In December, CityBeat reported that CNA had filed a criminal complaint against Los Angeles' Good Samaritan Hospital, over "illegal and disgraceful spying practices" directed against nurses by hospital management. The union contended that management had placed a hidden surveillance camera in one of the nurses' lounges. According to CNA's Southern California director, Jill Furillo, RN, the camera was discovered by a group of nurses who "saw a light coming from the clock and wondered about it. Upon closer inspection, they saw that the light was coming through the pinhole in the number nine, and behind the nine were wires."

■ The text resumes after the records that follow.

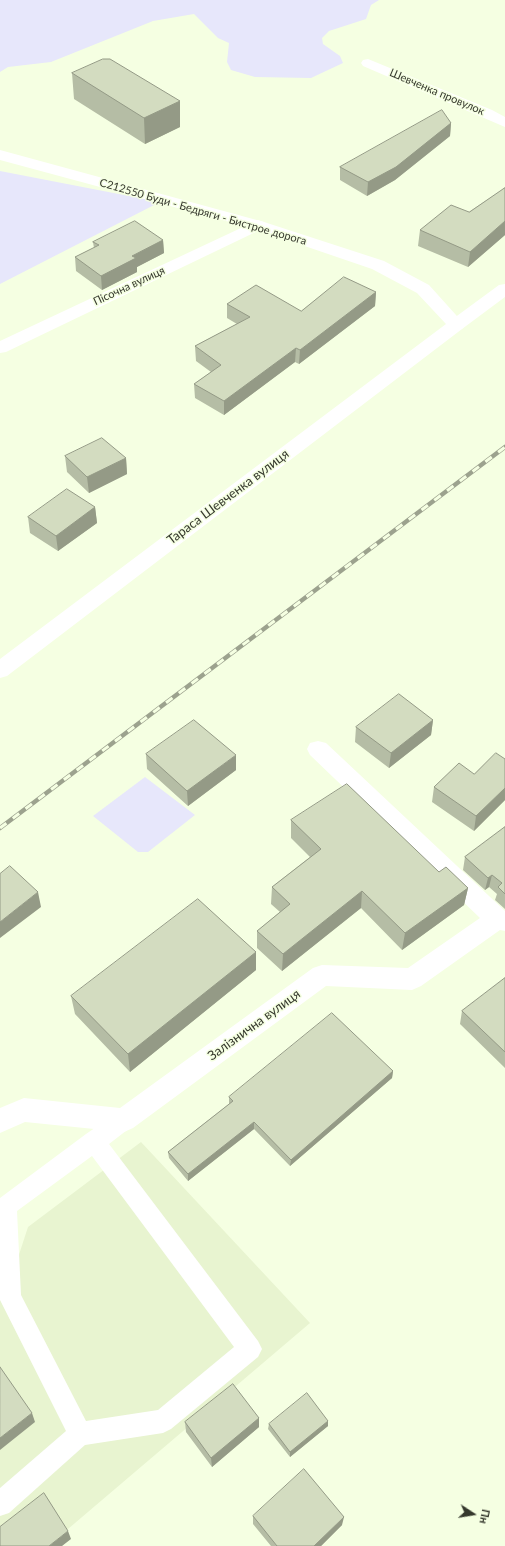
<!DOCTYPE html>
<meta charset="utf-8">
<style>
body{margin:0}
#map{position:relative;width:505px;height:1546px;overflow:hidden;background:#f5ffe2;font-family:Lato,sans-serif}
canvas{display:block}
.north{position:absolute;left:453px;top:1494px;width:40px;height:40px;-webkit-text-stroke:3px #f5ffe2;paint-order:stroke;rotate:102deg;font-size:11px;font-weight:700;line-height:16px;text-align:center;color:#35382d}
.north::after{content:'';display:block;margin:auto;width:14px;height:18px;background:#35382d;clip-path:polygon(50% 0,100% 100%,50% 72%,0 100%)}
</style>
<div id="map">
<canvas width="505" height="1546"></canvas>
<div class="north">Пн</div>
</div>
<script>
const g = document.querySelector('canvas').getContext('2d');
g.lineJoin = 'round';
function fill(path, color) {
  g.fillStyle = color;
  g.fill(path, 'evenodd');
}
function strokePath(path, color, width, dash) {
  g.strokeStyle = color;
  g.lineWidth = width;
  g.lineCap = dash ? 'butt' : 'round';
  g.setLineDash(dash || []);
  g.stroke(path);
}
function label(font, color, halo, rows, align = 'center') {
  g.font = font + ' Lato,sans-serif';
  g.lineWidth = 3;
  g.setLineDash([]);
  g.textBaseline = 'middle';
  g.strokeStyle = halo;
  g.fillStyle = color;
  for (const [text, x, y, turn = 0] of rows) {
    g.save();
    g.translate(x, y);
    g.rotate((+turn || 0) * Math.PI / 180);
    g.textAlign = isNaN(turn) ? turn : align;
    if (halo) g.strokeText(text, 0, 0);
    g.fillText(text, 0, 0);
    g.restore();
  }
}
fill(new Path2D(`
 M 141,1142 L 310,1323 L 48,1546 L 0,1546 L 0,1287 L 13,1273 L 28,1227 Z`), '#e8f4d0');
fill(new Path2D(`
 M 0,0 L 421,0 L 379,0 L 371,5 L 366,19 L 329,31 L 322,38 L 323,44 L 340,56 L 343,63 L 311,78 L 255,77 L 231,70 L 227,62 L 229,43 L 218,38 L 194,14 L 153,21 L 51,62 L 8,67 L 0,72 Z
 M 0,171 L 160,202 L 0,284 Z
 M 145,777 L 195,815 L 148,852 L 138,852 L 93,816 Z`), '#e7e7fb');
fill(new Path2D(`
 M 124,1110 L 131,1113 L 135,1120 L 131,1127 L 109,1144 L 258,1341 L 262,1349 L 258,1357 L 171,1429 L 163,1433 L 85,1445 L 9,1513 L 0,1516 L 0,1488 L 66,1431 L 0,1300 L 0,1198 L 86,1134 L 117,1113 ZM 92,1156 L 234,1347 L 158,1410 L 86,1421 L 21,1295 L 17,1211 Z`), '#fff');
fill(new Path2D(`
 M 368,59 L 492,110 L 505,117 L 505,127 L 363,66 L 361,63 L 363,60 Z
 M 258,220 L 264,222 L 266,225 L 264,228 L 6,352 L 0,353 L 0,341 Z
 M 505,284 L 505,297 L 462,329 L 456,330 L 450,329 L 447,325 L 450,321 L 499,285 Z
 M 318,741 L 326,743 L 505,911 L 505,931 L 500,930 L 421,986 L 412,990 L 326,986 L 133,1128 L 124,1132 L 25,1122 L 0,1133 L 0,1108 L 24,1098 L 120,1108 L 313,968 L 322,965 L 408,968 L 480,918 L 310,755 L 307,749 L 310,743 Z`), '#fff');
fill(new Path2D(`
 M 0,150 L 264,222 L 384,261 L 429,285 L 465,325 L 462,329 L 7,676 L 0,678 L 0,659 L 446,324 L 417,293 L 372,269 L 252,228 L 0,160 Z`), '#fff');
const rail = new Path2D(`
 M 0,828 L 505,447`);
strokePath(rail, '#9ca28e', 4.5);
strokePath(rail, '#f5ffe2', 3, [8]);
fill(new Path2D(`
 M 72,73 L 180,101 L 180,127 L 145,144 L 74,99 Z
 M 451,123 L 450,136 L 395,180 L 367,196 L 340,180 L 340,167 Z
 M 505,188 L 505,235 L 468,267 L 418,246 L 420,230 L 469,212 Z
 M 163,240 L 164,253 L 137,267 L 137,272 L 102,290 L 76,271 L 75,257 L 94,248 L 93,242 Z
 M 376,292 L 375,306 L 299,364 L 295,362 L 224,415 L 195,398 L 194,384 L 211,372 L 196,361 L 195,346 L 237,324 L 227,318 L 227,304 L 301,311 Z
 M 65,456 L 126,458 L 127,474 L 89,493 L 67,472 Z
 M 95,507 L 97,523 L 58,551 L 30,533 L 28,517 Z
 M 433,720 L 431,735 L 389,768 L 355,742 L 356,727 Z
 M 146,754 L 236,770 L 188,806 L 147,769 Z
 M 505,759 L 505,800 L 474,831 L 432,802 L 434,787 L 474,774 Z
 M 291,820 L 439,872 L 468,888 L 464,905 L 402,950 L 361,908 L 282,971 L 257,948 L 257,931 L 280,912 L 271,904 L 272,887 L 310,857 L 291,838 Z
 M 505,827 L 505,909 L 495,900 L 497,894 L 489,887 L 485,890 L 463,870 L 465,857 Z
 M 256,952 L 256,970 L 130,1072 L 75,1014 L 71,996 Z
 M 505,978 L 505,1068 L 460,1024 L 462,1011 Z
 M 393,1071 L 392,1078 L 290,1166 L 254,1129 L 188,1181 L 169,1158 L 168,1152 L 229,1104 L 229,1097 Z
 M 259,1418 L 259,1427 L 212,1467 L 186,1432 L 185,1422 Z
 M 328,1421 L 328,1426 L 290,1457 L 268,1429 L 269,1424 Z
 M 253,1516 L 342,1525 L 321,1546 L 271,1546 L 253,1524 Z`), '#b5bda5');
fill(new Path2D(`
 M 180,101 L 180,127 L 145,144 L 144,118 Z
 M 451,123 L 450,136 L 395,180 L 367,196 L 368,182 Z
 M 505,221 L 505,235 L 468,267 L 470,252 Z
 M 163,240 L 164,253 L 137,267 L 137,272 L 102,290 L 101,276 L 132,256 Z
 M 376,292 L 375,306 L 299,364 L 300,350 Z
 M 296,348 L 295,362 L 224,415 L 224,401 Z
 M 126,458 L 127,474 L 89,493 L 87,477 Z
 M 95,507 L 97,523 L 58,551 L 56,536 Z
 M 433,720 L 431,735 L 389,768 L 391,753 Z
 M 236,755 L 236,770 L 188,806 L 187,791 Z
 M 505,788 L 505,800 L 474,831 L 476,816 Z
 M 492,875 L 489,887 L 485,890 L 488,878 Z
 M 468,888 L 464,905 L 402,950 L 405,933 Z
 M 362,891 L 361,908 L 282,971 L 283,954 Z
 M 38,892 L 41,907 L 0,938 L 0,922 Z
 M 256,952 L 256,970 L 130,1072 L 128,1054 Z
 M 393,1071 L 392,1078 L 290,1166 L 291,1160 Z
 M 254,1122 L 254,1129 L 188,1181 L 188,1174 Z
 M 32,1413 L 35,1422 L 0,1450 L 0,1438 Z
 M 259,1418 L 259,1427 L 212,1467 L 211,1458 Z
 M 328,1421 L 328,1426 L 290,1457 L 290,1452 Z
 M 344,1517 L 342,1525 L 321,1546 L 314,1546 Z
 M 68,1531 L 71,1539 L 62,1546 L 49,1546 Z`), '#949a86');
const building = new Path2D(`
 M 103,59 L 110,59 L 180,101 L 144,118 L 72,73 Z
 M 442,110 L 451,123 L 396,167 L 368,182 L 340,167 Z
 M 505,188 L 505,221 L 470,252 L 420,230 L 451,205 L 469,212 Z
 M 135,221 L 163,240 L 132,256 L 136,258 L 101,276 L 75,257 L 99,245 L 93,242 Z
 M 344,277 L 376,292 L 300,350 L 296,348 L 224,401 L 194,384 L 221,365 L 195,346 L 250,317 L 227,304 L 256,285 L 301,311 Z
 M 102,438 L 126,458 L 87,477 L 65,456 Z
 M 67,489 L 95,507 L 56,536 L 28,517 Z
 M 399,694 L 433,720 L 391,753 L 356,727 Z
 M 194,720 L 236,755 L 187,791 L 146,754 Z
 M 496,753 L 505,759 L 505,788 L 476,816 L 434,787 L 459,763 L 474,774 Z
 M 347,784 L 439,872 L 446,867 L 468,888 L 405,933 L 362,891 L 283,954 L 257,931 L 290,904 L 272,887 L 321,849 L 291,820 Z
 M 505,827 L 505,894 L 498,887 L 502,883 L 492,875 L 488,878 L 465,857 Z
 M 10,866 L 38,892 L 0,922 L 0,874 Z
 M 198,899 L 256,952 L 128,1054 L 71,996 Z
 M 505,978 L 505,1052 L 462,1011 Z
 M 332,1013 L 393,1071 L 291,1160 L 254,1122 L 188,1174 L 168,1152 L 233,1101 L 229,1097 Z
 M 0,1367 L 32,1413 L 0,1438 Z
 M 233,1384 L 259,1418 L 211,1458 L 185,1422 Z
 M 307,1393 L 328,1421 L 290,1452 L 269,1424 Z
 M 304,1469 L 344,1517 L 314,1546 L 277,1546 L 253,1516 Z
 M 44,1493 L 68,1531 L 49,1546 L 0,1546 L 0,1527 Z`);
fill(building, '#d3dcc0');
strokePath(building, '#949a86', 1);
label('11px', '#35382d', '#f5ffe2', [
 ["Шевченка провулок",437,92,23],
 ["С212550 Буди - Бедряги - Бистрое дорога",203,212,16],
 ["Пісочна вулиця",129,286,-25]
]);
label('13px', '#35382d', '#f5ffe2', [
 ["Тараса Шевченка вулиця",228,497,-37],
 ["Залізнична вулиця",254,1025,-36]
]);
</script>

The case is still at issue. "We're still in the grievance process," says Yolie Rios, RN, who is heading the union's investigation at Good Sam. "The hospital hired a technical company to study equipment for video and audio images, but it could not be determined if there were." At the time, Furillo wondered if the cameras were an attempt by hospital administrators to monitor the organizing of the December 1 rally to protest Schwarzenegger's interference with the ratio. "I only speculated that the clocks were there to spy," she still insists.
And then there was the governor's move in January to dissolve the Board of Registered Nursing, which some CNA officials believe was an act of retaliation. The board is an independent organization that provides oversight, is an advocate for nurses' and patients rights, and promotes legislation to standardized nurse education and regulate the profession. Schwarzenegger proposed saving money by handing that job to the Department of Consumer Affairs, under the group that currently investigates complaints against the auto body industry.
Turns out the members of the Board of Registered Nursing receive no monetary compensation. Schwarzenegger dropped the idea on February 17, following a review by the Little Hoover Commission, which strongly recommended against it.
The nurses' biggest protest yet is scheduled to occur in Los Angeles' Pershing Square on May 25. It will include nurses, firefighters, policemen, and teachers, plus the widows and orphans of firefighters and police killed in the line of duty, who have taken a strong stand against the Governor's proposed privatization of public employee pension funds.
"When [Schwarzenegger] ran, he said he had his own money and he was going to be different," says Furillo. "But he has raised more money from corporate interests than any other governor. It's no secret that the pharmaceutical industry are some of his largest contributors." A fact that the governor's office has not chosen to refute: "The governor is the governor of the people and focused on bringing his message of reform to the people," Soderlund explains. "It costs money to bring that message to the people. The very same people who accuse the governor are raising just as much or more money. The people don't have anyone but him representing them in California."